Clinical InvestigationsTwo-year follow-up of patients treated with dabigatran for stroke prevention in atrial fibrillation: GLORIA-AF Registry☆

Background and purpose GLORIA‐AF is a large, global, prospective registry program of newly diagnosed atrial fibrillation (AF) patients with ≥1 stroke risk factors. We describe the effectiveness and safety of dabigatran etexilate over 2 years from routine clinical practice in nearly 3000 patients from GLORIA‐AF who are newly diagnosed with non‐valvular AF and at risk of stroke. Methods Consecutive enrollment into phase II of GLORIA‐AF was initiated following approval of dabigatran for stroke prevention in non‐valvular AF. Within this Phase II, 2937 dabigatran patients completed 2‐year follow‐up by May 2016 and were eligible for analysis. Patients who took at least 1 dose of dabigatran (n = 2932) were used to estimate incidence rates.

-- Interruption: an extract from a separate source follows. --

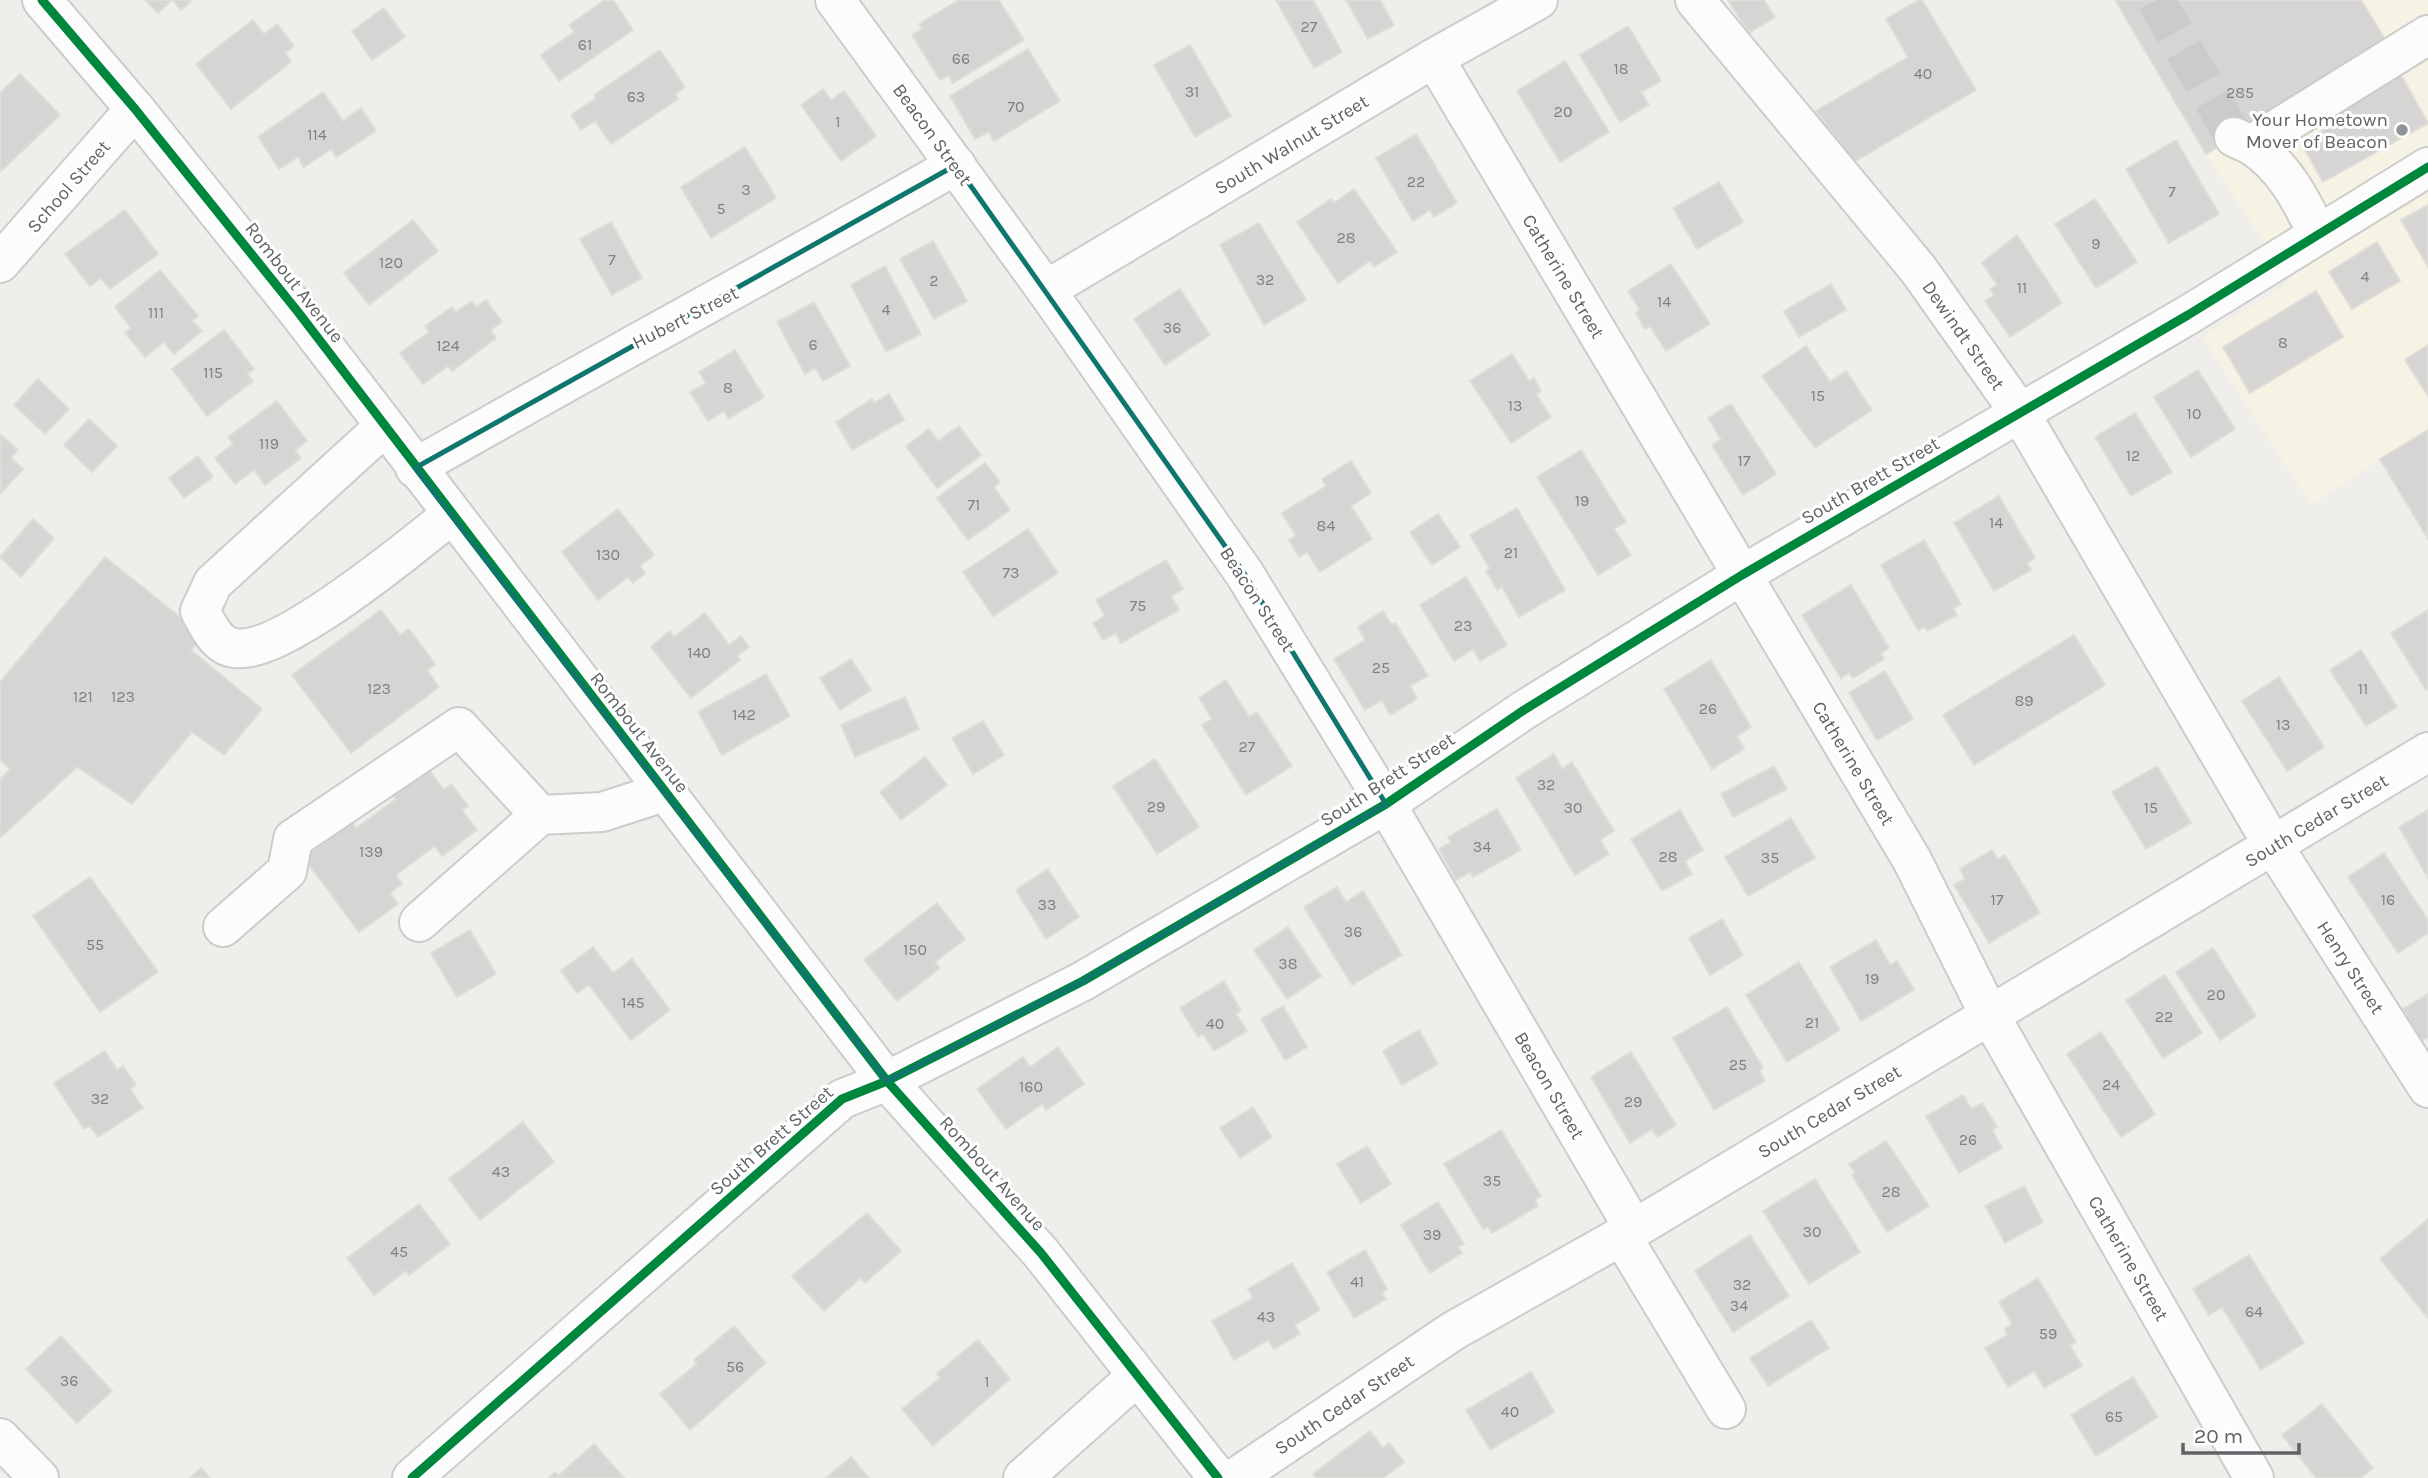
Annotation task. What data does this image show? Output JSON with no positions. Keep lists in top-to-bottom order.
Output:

Results Overall incidence rates per 100 person‐years of 0.63 (95% confidence interval [CI], 0.42‐0.92) for stroke, 1.12 (0.83‐1.49) for major bleeding, 0.47 (0.29‐0.72) for myocardial infarction, and 2.69 (2.22‐3.23) for all‐cause death were observed. For patients taking 150 mg dabigatran twice daily (BID), corresponding rates (95% CI) were 0.56 (0.30‐0.94), 1.00 (0.64‐1.47), 0.48 (0.25‐0.83), and 2.07 (1.55‐2.72), respectively. For patients taking 110 mg dabigatran BID, event rates (95% CI) were 0.67 (0.33‐1.20), 1.16 (0.70‐1.80), 0.43 (0.17‐0.88), and 3.16 (2.36‐4.15). Conclusions These global data confirm the sustained safety and effectiveness of dabigatran over 2 years of follow‐up, consistent with the results from clinical trials as well as contemporary real‐world studies. What is known • Non–vitamin K antagonist (VKA) anticoagulants (NOACs) are the preferred therapy for prevention of ischemic stroke based on phase 3 trials, but there is insufficient information on their efficacy and safety in daily practice, based on prospectively collected data. What is new • This study shows that in non‐valvular AF patient population, with up to 2 years of follow‐up, the use of dabigatran led to a low incidence of ischemic stroke, major bleeding, and myocardial infarction in routine clinical care, confirming the sustained safety and effectiveness of dabigatran in clinical practice over 2 years of follow‐up.